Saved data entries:
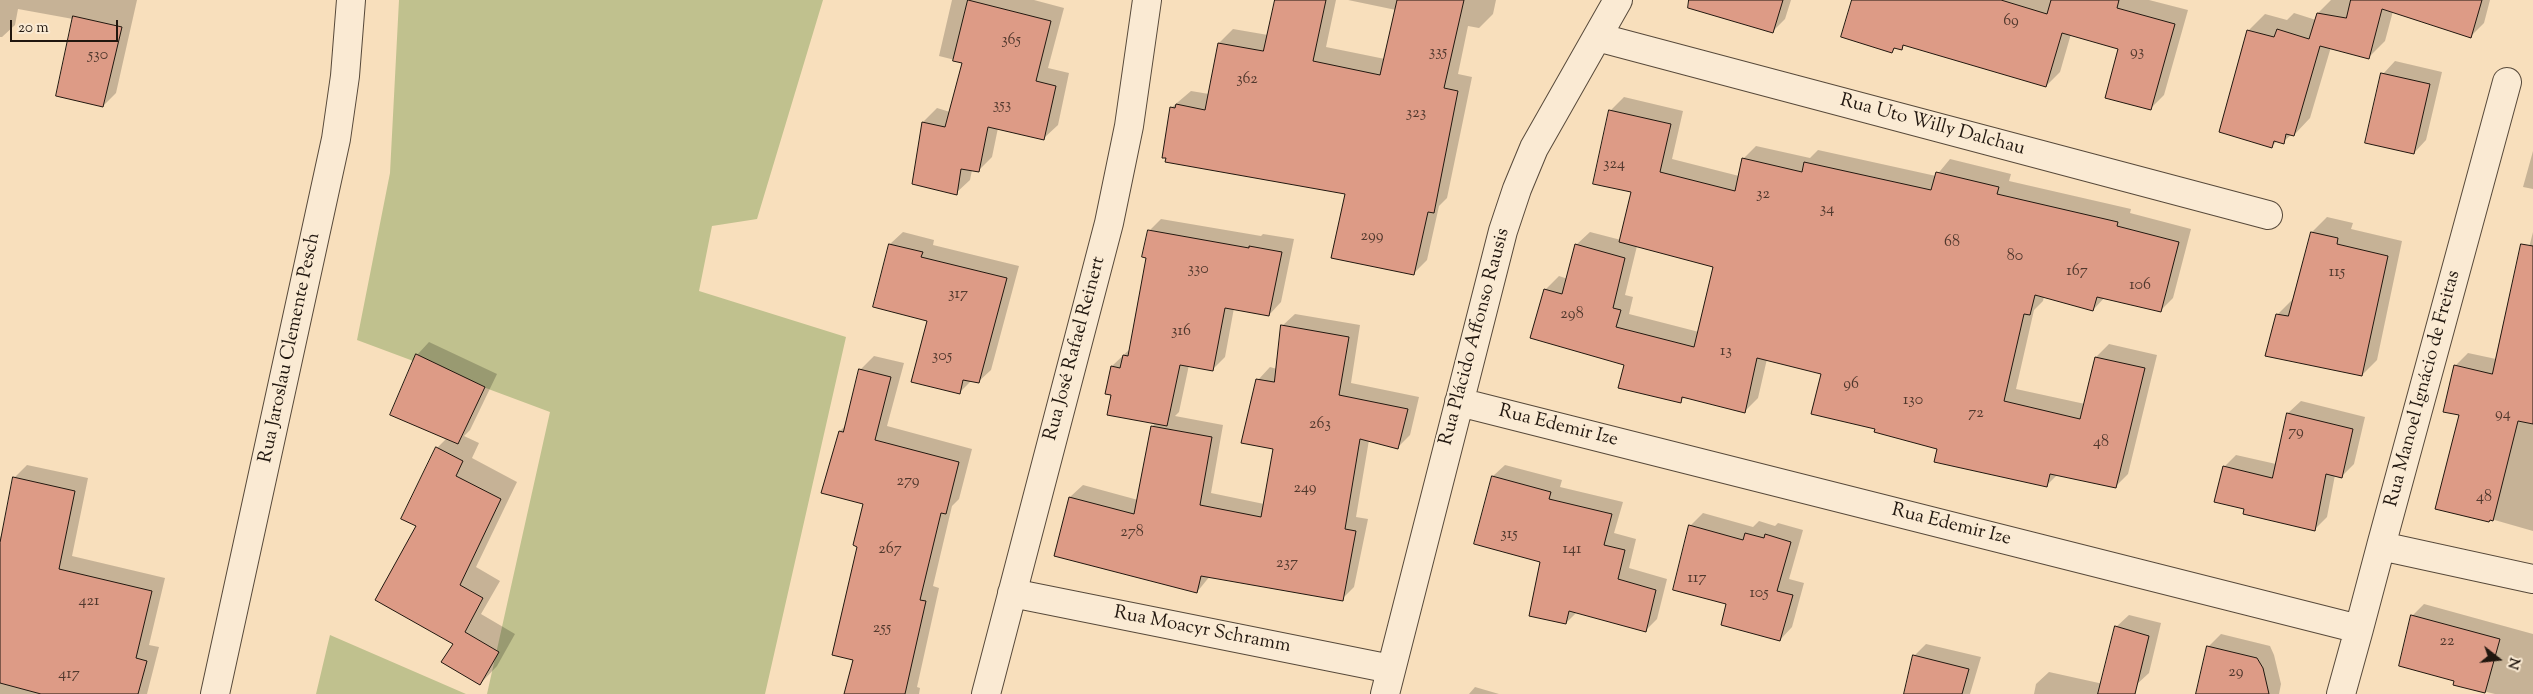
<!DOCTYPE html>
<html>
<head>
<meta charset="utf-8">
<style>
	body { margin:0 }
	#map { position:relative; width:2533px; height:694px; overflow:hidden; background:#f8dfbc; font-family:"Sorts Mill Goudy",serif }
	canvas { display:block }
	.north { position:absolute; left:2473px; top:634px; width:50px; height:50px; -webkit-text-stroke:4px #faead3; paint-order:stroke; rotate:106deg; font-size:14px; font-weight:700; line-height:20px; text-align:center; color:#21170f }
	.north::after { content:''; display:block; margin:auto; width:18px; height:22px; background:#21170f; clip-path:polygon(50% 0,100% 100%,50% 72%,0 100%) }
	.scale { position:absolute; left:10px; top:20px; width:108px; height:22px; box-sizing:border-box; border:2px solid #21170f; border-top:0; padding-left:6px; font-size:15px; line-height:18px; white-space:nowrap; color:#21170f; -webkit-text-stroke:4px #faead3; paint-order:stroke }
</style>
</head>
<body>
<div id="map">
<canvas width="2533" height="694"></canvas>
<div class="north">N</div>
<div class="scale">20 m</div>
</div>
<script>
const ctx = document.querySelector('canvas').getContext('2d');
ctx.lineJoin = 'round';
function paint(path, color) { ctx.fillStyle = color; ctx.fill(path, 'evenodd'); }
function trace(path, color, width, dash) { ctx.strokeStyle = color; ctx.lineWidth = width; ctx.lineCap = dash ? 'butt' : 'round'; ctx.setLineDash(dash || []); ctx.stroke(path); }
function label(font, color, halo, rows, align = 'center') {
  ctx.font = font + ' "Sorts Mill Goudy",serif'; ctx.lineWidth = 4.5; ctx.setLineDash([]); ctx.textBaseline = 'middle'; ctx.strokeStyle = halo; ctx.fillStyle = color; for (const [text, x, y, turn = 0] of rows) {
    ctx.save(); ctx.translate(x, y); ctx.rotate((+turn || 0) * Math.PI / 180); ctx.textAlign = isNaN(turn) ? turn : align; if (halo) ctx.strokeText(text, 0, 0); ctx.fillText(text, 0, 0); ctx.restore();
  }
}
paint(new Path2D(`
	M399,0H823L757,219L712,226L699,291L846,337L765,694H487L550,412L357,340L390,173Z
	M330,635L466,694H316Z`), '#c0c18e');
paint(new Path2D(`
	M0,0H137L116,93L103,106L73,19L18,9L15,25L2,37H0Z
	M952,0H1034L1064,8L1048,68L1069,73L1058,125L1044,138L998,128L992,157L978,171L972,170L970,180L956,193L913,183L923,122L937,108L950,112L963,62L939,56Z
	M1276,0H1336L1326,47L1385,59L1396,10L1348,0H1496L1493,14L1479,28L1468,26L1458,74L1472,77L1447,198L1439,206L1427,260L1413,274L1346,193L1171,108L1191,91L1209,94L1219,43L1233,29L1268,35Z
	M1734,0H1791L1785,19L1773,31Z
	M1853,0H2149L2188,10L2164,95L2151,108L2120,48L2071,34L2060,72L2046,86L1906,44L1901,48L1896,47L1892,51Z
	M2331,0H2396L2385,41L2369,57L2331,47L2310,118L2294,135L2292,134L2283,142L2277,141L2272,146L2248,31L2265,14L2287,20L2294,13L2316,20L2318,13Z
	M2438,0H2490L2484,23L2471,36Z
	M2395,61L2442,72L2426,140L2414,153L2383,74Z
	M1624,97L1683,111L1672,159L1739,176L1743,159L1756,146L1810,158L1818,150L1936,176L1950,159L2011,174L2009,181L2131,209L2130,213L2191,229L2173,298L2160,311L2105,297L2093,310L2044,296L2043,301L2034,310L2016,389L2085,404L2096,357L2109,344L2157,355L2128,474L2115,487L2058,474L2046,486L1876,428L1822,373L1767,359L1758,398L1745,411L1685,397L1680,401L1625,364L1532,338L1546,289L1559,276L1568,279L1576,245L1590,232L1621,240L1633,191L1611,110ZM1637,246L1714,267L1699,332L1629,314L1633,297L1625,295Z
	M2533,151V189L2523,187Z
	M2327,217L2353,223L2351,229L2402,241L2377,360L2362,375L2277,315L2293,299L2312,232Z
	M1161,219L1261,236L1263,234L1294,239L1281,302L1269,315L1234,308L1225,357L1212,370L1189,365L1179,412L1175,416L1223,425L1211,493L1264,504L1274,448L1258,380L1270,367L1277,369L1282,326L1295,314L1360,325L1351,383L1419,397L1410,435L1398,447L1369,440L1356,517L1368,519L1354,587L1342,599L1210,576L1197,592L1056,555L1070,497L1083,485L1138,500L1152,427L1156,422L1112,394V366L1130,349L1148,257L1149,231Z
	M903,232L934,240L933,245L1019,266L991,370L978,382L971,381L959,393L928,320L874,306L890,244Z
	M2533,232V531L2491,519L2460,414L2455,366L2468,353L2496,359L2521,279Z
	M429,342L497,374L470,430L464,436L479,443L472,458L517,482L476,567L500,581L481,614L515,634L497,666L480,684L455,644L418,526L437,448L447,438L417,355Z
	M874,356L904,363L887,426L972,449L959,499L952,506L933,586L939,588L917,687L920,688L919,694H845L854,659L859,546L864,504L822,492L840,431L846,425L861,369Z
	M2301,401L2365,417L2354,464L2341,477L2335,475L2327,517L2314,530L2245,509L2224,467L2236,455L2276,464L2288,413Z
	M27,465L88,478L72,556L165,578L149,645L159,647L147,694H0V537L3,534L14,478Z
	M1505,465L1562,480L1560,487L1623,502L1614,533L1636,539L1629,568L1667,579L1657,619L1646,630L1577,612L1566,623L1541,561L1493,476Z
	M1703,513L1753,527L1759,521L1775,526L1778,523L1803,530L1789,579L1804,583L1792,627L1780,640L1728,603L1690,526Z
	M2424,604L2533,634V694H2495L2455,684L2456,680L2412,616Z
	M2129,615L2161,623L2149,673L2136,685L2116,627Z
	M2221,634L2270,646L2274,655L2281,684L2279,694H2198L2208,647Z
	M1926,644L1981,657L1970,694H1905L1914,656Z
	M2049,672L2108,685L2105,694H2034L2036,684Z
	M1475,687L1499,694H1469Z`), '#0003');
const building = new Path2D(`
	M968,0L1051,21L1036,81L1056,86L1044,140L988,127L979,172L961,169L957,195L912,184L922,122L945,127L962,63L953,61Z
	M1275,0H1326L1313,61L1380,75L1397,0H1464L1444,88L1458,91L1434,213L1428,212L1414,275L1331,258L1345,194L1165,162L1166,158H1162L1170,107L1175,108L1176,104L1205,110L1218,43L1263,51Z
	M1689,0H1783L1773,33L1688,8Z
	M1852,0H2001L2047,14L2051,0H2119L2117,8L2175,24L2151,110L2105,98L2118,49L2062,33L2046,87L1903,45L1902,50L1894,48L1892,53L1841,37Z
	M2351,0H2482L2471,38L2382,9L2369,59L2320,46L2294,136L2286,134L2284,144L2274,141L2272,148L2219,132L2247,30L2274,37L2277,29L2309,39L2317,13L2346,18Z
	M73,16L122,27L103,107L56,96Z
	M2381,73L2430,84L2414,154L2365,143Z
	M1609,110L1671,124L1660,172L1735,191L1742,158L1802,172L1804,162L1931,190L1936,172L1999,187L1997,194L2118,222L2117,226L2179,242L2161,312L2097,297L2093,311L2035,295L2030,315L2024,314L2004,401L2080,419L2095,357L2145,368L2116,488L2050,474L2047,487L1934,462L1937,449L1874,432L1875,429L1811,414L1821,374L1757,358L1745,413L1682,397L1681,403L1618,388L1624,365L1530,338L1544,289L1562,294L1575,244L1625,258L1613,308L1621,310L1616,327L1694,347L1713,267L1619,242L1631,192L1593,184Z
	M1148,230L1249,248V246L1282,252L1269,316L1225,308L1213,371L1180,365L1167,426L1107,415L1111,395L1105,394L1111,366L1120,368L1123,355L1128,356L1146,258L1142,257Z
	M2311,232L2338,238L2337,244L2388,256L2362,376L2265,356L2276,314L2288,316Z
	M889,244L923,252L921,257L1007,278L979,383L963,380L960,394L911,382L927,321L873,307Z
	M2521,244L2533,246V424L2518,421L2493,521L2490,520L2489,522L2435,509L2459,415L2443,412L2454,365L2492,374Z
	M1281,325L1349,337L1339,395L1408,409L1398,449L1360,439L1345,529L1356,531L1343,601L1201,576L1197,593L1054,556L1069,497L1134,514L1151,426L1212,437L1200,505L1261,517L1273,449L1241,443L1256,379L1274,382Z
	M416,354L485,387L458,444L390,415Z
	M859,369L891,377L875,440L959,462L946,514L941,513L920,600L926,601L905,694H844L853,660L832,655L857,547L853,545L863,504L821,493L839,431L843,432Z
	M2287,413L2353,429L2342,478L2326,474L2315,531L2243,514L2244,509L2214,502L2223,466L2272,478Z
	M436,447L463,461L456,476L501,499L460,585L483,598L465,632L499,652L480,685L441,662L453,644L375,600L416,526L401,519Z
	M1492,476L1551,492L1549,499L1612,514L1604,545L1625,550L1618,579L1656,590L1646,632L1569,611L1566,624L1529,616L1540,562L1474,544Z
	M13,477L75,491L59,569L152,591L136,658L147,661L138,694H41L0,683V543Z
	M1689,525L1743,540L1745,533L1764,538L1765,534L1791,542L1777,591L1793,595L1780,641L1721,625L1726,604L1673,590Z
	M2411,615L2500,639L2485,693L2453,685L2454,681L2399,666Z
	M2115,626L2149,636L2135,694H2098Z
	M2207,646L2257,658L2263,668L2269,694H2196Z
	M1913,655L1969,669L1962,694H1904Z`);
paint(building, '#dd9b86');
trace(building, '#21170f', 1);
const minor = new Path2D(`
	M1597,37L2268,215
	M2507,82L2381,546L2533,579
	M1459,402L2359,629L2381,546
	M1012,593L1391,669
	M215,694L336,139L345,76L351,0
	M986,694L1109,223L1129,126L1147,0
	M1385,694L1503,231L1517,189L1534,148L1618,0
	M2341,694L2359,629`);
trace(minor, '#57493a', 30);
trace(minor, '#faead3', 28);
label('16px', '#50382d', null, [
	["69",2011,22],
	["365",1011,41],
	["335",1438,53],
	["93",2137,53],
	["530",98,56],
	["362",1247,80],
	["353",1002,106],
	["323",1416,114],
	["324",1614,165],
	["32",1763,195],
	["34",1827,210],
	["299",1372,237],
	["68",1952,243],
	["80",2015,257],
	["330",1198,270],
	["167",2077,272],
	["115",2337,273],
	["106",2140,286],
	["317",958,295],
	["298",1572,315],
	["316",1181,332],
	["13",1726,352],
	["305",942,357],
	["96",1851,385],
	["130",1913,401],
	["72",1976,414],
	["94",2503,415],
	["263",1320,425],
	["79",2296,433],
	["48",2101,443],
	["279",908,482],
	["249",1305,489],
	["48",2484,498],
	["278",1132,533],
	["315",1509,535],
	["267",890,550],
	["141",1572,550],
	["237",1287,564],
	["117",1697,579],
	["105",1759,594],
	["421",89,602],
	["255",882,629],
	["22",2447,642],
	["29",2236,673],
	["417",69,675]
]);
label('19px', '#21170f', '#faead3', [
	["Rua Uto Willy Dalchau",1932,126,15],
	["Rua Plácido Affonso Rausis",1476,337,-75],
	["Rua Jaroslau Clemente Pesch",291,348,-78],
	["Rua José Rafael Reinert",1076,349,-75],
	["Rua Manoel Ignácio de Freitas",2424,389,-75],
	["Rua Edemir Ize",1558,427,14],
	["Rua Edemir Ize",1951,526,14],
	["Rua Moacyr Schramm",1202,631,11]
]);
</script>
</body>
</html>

YOUR OBJECTIVE: The reply should hold only the lines from the first line of the records above through the line containing "position:absolute; left:2473px; top:634px;", copied exactly and without pictures.

TASK RESPONSE:
<!DOCTYPE html>
<html>
<head>
<meta charset="utf-8">
<style>
	body { margin:0 }
	#map { position:relative; width:2533px; height:694px; overflow:hidden; background:#f8dfbc; font-family:"Sorts Mill Goudy",serif }
	canvas { display:block }
	.north { position:absolute; left:2473px; top:634px; width:50px; height:50px; -webkit-text-stroke:4px #faead3; paint-order:stroke; rotate:106deg; font-size:14px; font-weight:700; line-height:20px; text-align:center; color:#21170f }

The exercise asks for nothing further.